Das zweite Szenario stellte die Feuerwehrleute vor eine weitere Herausforderung: Ein Netztechniker hatte während der Arbeit auf einem Dach einen Schwächeanfall erlitten. Die Rettung erfolgte mithilfe einer Korbschleiftrage über eine „Leiterrutsche“. Diese Methode erfordert nicht nur Geschick, sondern auch schnelles Denken – zwei Fähigkeiten, die die Einsatzkräfte hier eindrucksvoll unter Beweis stellten.

Die Feuerwehrleute waren sichtlich dankbar für die Möglichkeit, auf dem Gelände der Energie AG zu üben. Diese Art von Zusammenarbeit ist nicht selbstverständlich und zeigt, wie wichtig die Partnerschaft zwischen den verschiedenen Organisationen ist. Besonders die Feuerwehr Gmunden wurde für ihre Unterstützung gelobt, was das Gemeinschaftsgefühl unter den Einsatzkräften stärkt.

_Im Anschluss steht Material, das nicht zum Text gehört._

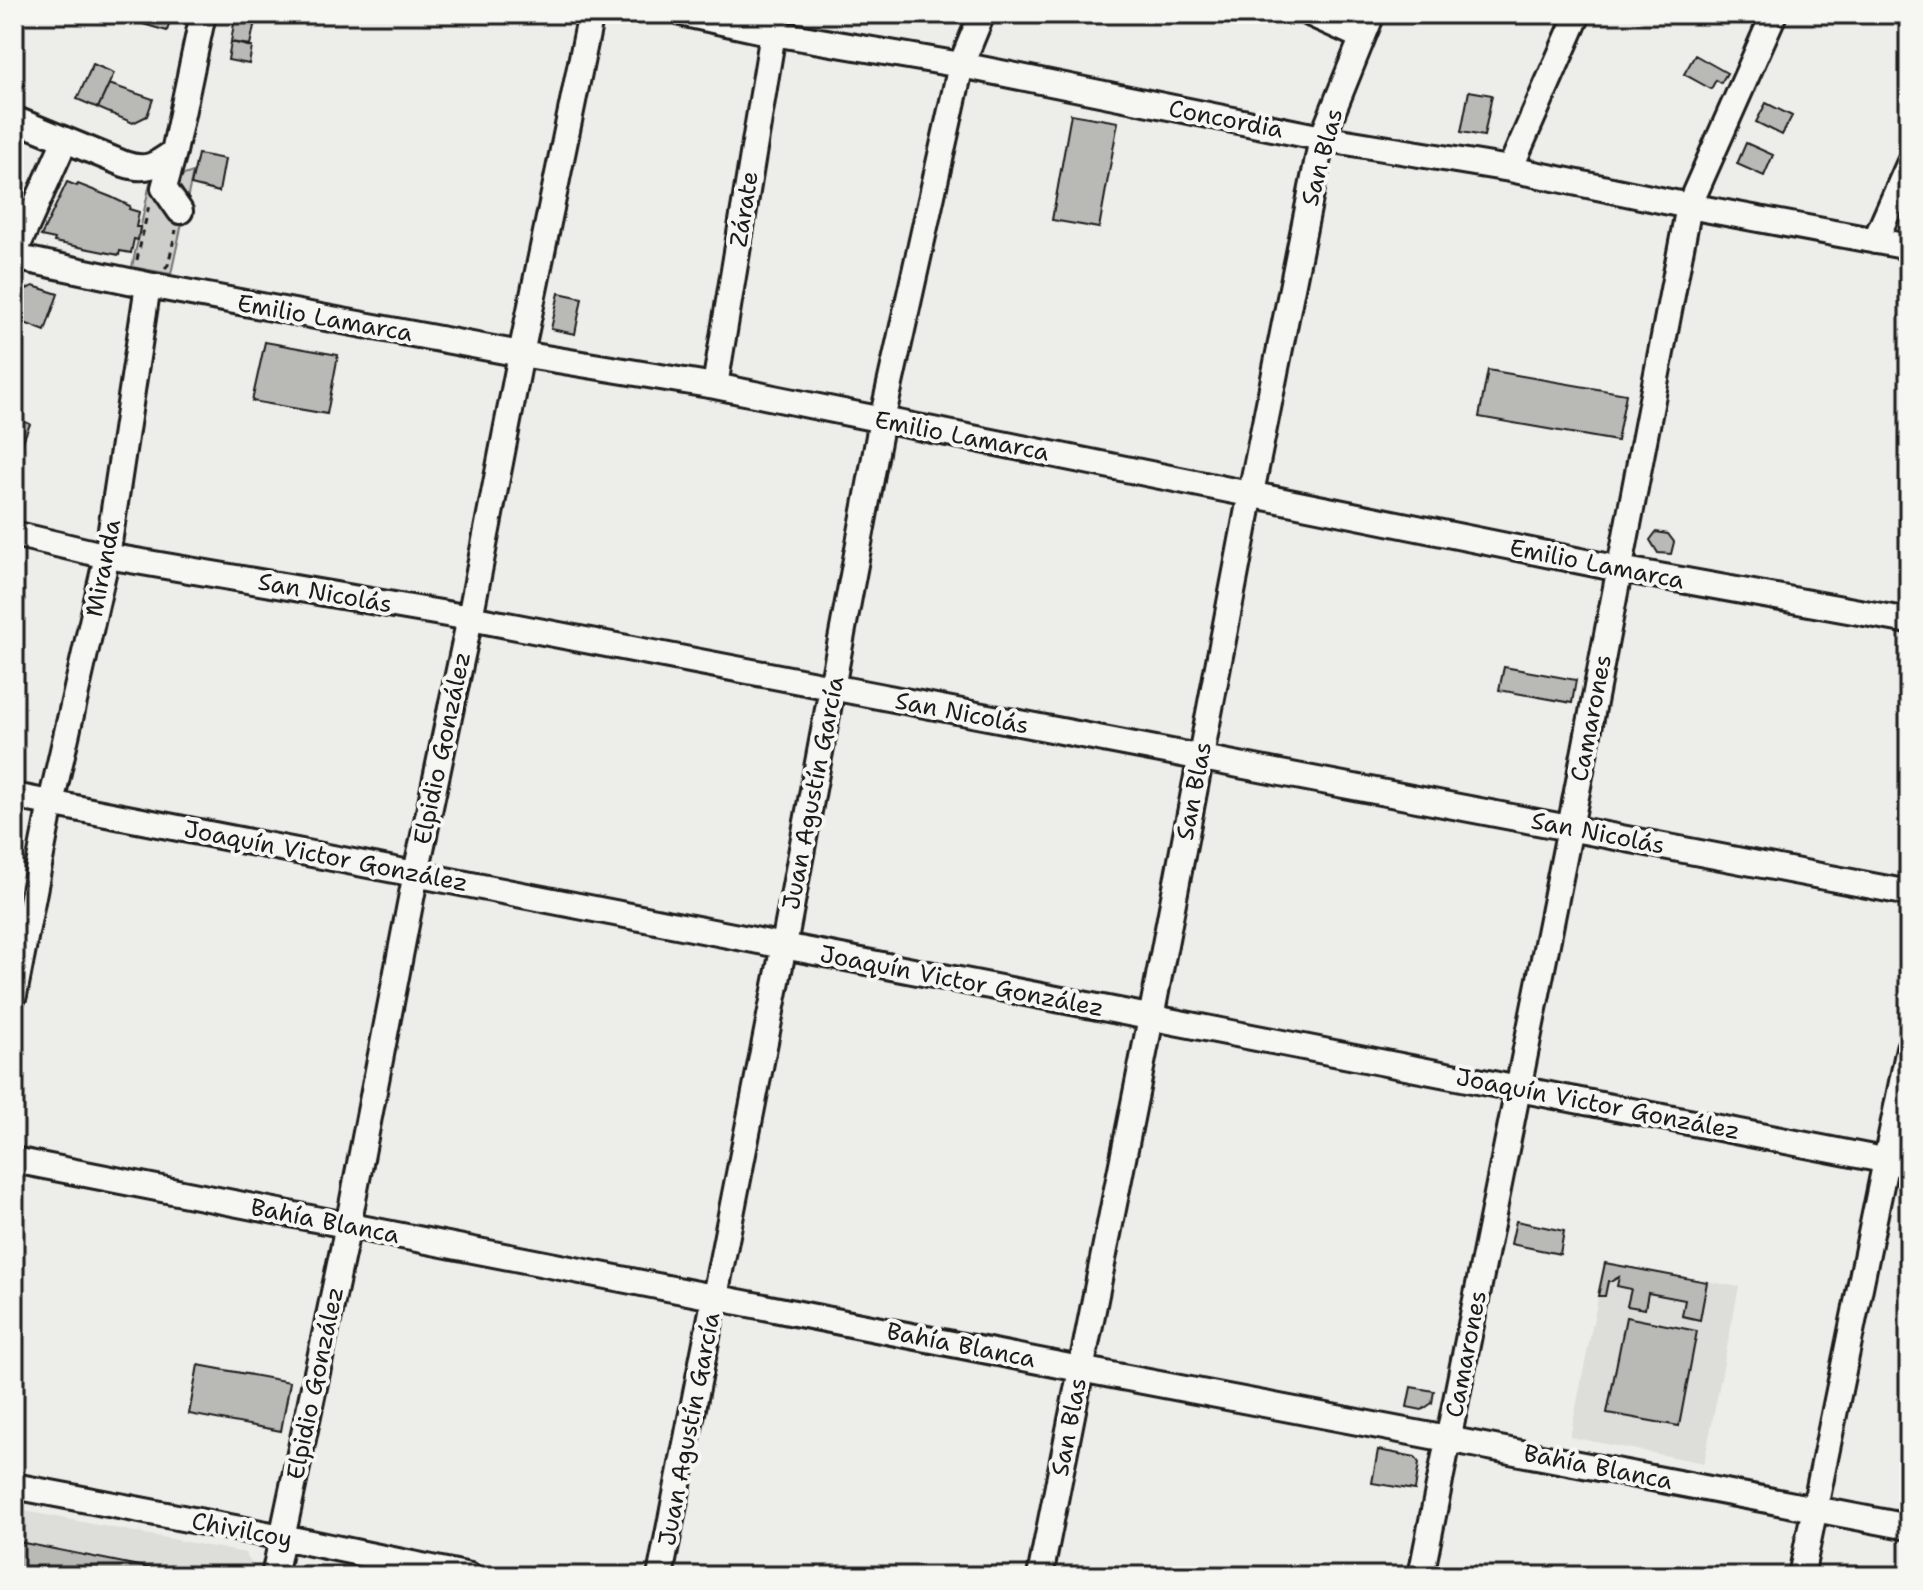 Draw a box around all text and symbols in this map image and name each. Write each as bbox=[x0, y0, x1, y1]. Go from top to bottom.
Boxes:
street label: Concordia bbox=[1166, 92, 1286, 146]
street label: San Blas bbox=[1294, 105, 1350, 209]
street label: Zárate bbox=[722, 169, 766, 249]
street label: Emilio Lamarca bbox=[235, 287, 415, 349]
street label: Emilio Lamarca bbox=[872, 403, 1052, 469]
street label: Miranda bbox=[78, 516, 128, 620]
street label: Emilio Lamarca bbox=[1507, 531, 1687, 597]
street label: San Nicolás bbox=[256, 565, 394, 621]
street label: Elpidio González bbox=[406, 649, 478, 847]
street label: Camarones bbox=[1563, 652, 1619, 784]
street label: Juan Agustín García bbox=[775, 673, 851, 913]
street label: San Nicolás bbox=[892, 684, 1032, 742]
street label: San Blas bbox=[1169, 739, 1219, 843]
street label: San Nicolás bbox=[1528, 804, 1668, 862]
street label: Joaquín Victor González bbox=[181, 813, 471, 899]
street label: Joaquín Victor González bbox=[817, 938, 1107, 1024]
street label: Joaquín Victor González bbox=[1453, 1061, 1743, 1147]
street label: Bahía Blanca bbox=[248, 1191, 402, 1251]
street label: Elpidio González bbox=[279, 1284, 351, 1482]
street label: Camarones bbox=[1438, 1288, 1494, 1420]
street label: Juan Agustín García bbox=[651, 1309, 727, 1549]
street label: Bahía Blanca bbox=[884, 1315, 1038, 1375]
street label: San Blas bbox=[1044, 1375, 1094, 1479]
street label: Bahía Blanca bbox=[1521, 1437, 1675, 1497]
street label: Chivilcoy bbox=[189, 1505, 295, 1555]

Wichtigkeit solcher Trainings

Solche Übungen sind nicht nur für die Feuerwehr von Bedeutung, sondern auch für die gesamte Gemeinde. Die Sicherheit der Bürger hängt stark von der Fähigkeit der Einsatzkräfte ab, im Notfall schnell und präzise zu handeln. Training in realistischen Szenarien hilft, die Einsatzbereitschaft zu erhöhen und das Vertrauen in die Feuerwehr zu stärken. Schließlich wissen wir alle, wie schnell es zu einem Unfall kommen kann – und dann zählt jede Minute. Das Engagement der Feuerwehrleute verdient Respekt und Anerkennung, und solche Veranstaltungen zeigen, dass sie sich kontinuierlich weiterentwickeln, um den Herausforderungen gewachsen zu sein.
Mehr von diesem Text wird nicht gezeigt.